RECORDS TO PROCESS
== Segment start ==

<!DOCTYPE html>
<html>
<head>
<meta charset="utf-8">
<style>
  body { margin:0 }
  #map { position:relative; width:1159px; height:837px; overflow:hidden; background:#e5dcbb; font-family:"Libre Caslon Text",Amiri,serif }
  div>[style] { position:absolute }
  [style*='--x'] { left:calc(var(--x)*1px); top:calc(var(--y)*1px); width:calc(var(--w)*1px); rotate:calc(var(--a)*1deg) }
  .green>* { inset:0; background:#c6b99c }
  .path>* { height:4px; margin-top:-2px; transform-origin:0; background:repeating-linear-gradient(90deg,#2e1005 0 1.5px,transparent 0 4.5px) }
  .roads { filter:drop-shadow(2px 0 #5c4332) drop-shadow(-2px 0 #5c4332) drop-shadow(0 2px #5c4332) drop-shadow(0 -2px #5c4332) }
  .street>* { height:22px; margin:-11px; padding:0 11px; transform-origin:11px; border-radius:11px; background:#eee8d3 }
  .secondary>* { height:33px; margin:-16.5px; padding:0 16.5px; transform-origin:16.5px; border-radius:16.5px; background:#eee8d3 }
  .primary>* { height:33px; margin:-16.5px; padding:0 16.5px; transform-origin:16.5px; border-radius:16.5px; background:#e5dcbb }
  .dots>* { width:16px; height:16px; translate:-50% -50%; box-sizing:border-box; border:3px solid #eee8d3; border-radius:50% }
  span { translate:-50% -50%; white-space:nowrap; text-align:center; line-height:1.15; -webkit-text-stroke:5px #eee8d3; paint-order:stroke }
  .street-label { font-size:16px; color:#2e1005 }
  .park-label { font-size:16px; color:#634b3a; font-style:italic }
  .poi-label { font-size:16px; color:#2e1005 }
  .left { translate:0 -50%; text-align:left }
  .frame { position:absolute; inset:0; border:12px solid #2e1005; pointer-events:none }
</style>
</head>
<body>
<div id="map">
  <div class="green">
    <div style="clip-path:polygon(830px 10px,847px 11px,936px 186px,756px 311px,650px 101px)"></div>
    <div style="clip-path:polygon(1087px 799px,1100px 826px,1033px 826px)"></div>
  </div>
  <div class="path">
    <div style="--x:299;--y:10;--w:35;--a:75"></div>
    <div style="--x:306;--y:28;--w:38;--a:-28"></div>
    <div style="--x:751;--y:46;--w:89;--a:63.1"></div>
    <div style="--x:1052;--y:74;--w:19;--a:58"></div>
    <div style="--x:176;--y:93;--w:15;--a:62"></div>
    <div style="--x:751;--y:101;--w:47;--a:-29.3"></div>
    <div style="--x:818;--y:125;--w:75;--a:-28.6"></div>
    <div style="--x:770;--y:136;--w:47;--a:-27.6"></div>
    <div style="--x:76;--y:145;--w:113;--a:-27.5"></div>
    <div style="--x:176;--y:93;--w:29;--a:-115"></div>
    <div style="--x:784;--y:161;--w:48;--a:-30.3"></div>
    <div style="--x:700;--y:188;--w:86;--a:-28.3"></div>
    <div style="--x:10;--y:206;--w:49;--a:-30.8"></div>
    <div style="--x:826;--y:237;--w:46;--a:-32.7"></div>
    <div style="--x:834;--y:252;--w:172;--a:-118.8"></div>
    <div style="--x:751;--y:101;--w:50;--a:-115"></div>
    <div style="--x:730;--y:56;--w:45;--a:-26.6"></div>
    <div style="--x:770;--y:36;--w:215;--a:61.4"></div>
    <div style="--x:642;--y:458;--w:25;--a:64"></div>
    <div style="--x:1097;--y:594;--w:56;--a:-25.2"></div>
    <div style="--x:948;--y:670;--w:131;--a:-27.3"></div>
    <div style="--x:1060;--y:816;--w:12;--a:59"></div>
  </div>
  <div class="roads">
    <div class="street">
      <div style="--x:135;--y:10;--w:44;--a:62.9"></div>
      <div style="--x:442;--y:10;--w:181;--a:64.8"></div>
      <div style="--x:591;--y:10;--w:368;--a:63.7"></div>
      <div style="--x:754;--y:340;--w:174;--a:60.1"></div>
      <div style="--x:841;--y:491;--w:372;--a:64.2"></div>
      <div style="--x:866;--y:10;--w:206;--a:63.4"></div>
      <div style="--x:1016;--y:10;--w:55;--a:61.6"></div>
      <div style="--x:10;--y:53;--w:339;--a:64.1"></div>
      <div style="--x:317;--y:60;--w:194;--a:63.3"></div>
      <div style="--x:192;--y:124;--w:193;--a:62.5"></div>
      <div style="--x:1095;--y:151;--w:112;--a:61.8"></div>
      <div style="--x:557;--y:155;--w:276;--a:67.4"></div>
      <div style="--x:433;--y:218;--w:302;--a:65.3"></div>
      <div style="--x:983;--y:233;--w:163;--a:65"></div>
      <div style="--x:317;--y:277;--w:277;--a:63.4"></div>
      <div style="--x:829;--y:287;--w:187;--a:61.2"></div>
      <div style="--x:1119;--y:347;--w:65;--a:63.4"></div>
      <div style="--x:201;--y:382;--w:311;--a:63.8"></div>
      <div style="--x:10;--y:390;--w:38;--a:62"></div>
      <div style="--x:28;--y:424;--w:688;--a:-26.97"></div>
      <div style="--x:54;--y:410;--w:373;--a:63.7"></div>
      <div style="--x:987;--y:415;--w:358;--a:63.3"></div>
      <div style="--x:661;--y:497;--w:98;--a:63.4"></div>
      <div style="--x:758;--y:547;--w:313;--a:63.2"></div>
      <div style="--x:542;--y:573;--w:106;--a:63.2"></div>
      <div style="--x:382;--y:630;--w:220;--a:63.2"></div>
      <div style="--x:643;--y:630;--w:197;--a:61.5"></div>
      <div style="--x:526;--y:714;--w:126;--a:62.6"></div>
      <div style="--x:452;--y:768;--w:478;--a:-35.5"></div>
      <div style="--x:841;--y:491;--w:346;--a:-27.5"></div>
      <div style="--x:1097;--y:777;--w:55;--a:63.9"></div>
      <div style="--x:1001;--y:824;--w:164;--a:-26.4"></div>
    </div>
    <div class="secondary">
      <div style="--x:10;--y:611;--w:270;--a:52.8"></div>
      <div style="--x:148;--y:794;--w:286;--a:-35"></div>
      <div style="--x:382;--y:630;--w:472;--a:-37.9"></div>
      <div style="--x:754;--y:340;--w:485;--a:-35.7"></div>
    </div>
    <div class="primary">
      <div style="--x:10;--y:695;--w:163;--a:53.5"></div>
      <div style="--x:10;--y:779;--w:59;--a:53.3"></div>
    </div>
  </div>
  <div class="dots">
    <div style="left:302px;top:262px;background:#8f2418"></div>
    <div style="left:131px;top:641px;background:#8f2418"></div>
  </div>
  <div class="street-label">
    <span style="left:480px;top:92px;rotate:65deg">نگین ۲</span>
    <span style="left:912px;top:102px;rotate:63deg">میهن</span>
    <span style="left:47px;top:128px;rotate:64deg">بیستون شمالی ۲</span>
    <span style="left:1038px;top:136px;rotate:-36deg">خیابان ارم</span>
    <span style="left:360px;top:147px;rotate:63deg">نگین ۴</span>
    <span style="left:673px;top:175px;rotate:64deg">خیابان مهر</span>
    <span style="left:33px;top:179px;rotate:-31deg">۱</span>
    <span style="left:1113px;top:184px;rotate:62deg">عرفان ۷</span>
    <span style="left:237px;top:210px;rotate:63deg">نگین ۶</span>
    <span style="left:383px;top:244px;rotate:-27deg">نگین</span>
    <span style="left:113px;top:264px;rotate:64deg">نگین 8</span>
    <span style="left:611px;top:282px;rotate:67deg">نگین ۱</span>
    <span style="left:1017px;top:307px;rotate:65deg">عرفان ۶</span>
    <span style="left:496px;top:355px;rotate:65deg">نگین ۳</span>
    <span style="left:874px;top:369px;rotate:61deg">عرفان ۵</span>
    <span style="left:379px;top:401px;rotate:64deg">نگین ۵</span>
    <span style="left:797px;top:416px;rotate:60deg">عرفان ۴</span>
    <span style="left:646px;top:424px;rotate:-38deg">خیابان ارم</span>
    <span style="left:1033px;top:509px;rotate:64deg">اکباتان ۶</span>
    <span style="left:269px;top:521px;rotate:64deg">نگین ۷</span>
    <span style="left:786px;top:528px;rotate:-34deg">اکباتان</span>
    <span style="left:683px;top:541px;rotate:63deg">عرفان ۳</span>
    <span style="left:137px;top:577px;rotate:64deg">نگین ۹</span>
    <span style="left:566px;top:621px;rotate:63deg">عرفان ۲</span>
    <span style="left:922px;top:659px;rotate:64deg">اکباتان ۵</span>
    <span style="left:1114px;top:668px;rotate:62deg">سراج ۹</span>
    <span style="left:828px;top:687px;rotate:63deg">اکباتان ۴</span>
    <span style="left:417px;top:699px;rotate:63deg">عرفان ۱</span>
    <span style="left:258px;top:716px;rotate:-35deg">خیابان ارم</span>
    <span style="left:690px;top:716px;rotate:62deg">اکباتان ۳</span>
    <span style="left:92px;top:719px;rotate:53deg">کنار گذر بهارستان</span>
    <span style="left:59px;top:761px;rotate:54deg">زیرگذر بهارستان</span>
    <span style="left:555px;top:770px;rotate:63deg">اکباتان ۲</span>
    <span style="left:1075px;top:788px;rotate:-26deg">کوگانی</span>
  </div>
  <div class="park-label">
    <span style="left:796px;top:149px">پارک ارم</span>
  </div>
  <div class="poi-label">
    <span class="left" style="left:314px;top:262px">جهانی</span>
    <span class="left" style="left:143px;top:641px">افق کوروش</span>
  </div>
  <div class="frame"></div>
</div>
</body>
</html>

== Segment end ==

GOAL OF THE EXERCISE
All the lines that hold the word "roads" must appear in the answer, copied from the records.

REPLY TO THE TASK
  .roads { filter:drop-shadow(2px 0 #5c4332) drop-shadow(-2px 0 #5c4332) drop-shadow(0 2px #5c4332) drop-shadow(0 -2px #5c4332) }
  <div class="roads">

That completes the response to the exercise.